I did not include the actual visualizations generated from plotly in this notebook since if I do that, then the file size of the notebook will exced the maximum file size needed to be push to github. Instead, I saved all the visualizations in a folder named **visualizations**, which you can find the folder **images**.

Then, I embedded the images in a markdown cell using html image tag like so...

**img src="path/to/images.png"**

## Business Understanding

In order to start, we need to set our goal straight first. Then, we want to make ask questions that would lead us one step closer into fulfilling that goal. By doing this, we can have some context about what kind of insight we want from our data.

**Long-term Goal**: Creating a research costal resort for ocean exploration and Marian Trench realted mission.

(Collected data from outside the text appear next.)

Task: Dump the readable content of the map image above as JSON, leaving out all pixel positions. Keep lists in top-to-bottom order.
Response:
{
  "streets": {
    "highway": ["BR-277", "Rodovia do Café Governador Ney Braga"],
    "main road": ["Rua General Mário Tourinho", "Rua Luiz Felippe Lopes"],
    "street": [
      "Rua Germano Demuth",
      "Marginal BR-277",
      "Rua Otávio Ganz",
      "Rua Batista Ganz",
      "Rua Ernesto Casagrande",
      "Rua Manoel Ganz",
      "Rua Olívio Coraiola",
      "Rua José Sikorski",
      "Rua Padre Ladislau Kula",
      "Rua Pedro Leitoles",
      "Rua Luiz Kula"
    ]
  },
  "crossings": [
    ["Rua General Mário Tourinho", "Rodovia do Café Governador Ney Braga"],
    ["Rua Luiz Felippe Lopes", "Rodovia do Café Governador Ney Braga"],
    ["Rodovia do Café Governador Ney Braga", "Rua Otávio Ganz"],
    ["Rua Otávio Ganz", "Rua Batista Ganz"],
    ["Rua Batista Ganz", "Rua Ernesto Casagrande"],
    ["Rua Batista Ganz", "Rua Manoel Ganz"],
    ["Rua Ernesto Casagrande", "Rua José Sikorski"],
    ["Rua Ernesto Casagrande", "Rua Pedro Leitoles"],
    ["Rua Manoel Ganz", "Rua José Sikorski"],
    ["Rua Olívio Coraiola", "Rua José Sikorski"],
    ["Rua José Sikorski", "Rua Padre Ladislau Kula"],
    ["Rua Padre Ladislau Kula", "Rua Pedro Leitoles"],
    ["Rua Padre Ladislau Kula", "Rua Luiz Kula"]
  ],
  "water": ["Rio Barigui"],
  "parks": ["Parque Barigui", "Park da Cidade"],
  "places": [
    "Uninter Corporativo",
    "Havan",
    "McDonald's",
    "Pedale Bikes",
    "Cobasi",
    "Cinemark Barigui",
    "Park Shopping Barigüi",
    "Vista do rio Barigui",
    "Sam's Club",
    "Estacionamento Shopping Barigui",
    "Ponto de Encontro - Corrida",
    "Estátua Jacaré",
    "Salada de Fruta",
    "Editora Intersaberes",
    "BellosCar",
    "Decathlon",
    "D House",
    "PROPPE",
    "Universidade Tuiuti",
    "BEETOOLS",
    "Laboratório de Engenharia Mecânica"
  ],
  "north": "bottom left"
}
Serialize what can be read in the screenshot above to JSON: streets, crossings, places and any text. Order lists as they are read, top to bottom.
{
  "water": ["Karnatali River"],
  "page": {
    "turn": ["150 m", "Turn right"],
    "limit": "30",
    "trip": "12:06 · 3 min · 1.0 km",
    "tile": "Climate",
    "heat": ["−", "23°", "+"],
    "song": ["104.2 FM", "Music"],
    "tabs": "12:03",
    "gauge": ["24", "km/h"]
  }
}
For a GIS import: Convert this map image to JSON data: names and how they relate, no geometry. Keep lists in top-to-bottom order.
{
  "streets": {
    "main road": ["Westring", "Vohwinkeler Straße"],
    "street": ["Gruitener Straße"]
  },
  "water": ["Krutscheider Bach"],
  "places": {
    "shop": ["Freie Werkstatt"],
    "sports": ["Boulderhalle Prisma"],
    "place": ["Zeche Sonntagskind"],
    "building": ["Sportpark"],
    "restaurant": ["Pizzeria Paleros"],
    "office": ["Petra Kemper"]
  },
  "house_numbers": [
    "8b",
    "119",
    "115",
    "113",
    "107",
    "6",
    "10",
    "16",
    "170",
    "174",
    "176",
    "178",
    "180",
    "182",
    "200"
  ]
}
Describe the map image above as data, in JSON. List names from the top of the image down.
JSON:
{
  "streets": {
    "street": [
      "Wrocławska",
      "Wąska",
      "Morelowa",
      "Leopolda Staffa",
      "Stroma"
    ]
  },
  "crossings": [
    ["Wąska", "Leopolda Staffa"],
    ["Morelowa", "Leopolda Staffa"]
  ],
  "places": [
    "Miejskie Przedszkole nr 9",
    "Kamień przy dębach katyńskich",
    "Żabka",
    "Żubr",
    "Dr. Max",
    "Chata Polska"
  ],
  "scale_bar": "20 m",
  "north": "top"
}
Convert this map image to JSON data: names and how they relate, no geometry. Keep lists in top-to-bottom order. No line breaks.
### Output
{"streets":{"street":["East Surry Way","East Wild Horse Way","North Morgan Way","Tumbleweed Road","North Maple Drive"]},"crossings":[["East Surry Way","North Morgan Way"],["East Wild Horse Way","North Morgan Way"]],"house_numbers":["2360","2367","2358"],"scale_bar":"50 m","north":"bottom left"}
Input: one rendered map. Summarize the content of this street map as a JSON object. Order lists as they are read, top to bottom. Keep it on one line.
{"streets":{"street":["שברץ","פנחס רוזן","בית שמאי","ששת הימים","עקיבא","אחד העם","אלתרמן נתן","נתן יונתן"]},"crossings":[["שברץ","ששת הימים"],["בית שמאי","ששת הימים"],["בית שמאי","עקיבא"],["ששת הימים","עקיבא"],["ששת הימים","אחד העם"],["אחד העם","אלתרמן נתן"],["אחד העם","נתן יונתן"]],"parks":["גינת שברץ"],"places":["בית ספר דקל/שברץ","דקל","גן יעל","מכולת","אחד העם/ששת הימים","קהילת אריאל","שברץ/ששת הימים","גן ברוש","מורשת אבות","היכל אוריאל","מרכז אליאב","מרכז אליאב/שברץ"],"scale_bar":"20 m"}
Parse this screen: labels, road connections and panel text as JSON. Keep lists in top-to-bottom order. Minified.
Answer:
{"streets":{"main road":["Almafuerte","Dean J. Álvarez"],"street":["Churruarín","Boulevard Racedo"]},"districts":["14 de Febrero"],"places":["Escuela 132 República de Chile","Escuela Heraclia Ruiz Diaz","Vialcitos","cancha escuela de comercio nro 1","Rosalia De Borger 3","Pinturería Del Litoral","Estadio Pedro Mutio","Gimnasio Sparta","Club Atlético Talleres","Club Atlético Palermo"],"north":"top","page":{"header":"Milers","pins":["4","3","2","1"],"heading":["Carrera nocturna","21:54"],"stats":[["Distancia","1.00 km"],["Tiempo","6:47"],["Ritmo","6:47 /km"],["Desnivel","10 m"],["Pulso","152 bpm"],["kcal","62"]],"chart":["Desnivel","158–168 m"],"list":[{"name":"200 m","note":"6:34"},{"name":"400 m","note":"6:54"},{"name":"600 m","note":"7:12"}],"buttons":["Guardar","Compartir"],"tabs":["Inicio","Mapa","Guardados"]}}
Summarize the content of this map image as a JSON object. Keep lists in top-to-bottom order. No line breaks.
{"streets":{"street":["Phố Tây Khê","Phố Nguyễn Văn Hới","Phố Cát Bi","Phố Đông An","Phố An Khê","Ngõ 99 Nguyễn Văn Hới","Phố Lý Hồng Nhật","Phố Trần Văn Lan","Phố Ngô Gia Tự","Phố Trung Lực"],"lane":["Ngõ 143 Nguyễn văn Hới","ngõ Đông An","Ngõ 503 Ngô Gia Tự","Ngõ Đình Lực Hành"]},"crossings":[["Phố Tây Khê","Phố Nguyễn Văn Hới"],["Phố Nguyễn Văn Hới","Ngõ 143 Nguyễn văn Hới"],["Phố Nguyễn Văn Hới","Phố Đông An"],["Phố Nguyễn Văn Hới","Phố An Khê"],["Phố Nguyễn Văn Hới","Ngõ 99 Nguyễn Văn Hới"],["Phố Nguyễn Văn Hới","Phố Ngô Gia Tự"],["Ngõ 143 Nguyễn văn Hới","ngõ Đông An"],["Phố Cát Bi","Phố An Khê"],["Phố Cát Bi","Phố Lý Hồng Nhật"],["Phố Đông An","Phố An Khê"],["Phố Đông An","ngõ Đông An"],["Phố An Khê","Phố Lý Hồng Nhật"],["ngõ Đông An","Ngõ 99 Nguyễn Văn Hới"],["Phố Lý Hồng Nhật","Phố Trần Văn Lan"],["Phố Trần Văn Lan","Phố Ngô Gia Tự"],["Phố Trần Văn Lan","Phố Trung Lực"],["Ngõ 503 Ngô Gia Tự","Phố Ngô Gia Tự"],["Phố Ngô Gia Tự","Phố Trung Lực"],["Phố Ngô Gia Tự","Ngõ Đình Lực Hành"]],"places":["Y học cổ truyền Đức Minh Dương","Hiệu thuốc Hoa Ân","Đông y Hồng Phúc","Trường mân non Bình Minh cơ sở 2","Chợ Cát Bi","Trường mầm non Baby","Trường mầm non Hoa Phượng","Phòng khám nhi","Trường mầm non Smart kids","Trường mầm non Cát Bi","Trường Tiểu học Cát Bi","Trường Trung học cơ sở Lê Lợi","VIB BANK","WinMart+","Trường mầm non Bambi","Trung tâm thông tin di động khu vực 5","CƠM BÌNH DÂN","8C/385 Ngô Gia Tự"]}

**Short-term goal**: Creating a research costal resort for deep-sea coral realted reasearch.

**Guading Questions**: 

1. Which part of the world has the most coral research activities?
2. How diverse are corals in certain areas of the world
3. What kind of instrument is needed for doing coral research?
4. Which institution/organization would be willing to be partners?

## Data Understanding

Now that we know what our goals are, we can start to explore the data. For those who do not have the datset, you can get it from [this page](https://www.kaggle.com/noaa/deep-sea-corals).

Let's make sure that we have all of our dependencies.

In [1]:
import numpy as np
import pandas as pd
import chart_studio
import chart_studio.plotly as py
import plotly.graph_objects as go

# Using plotly's chart studio API is optionl.
# If you wish to do so, uncomment the code below
# and include corresponding credentials.

# USERNAME = ""
# API_KEY = ""

# chart_studio.tools.set_credentials_file(username=USERNAME, api_key=API_KEY)

### Load Data

The NOAA deep-sea coral dataset has various variables that would be useful for us to wanswer questions. However, the dataset doesn't always comes clean. There are various data cleansing stuff that we need to do to make sure that the data could be analyzed. 

You'll see what I mean, for now let's import our dataset.

In [2]:
df = pd.read_csv("../deep_sea_corals.csv")
df = df.iloc[1:]


Columns (5,7,8,13) have mixed types. Specify dtype option on import or set low_memory=False.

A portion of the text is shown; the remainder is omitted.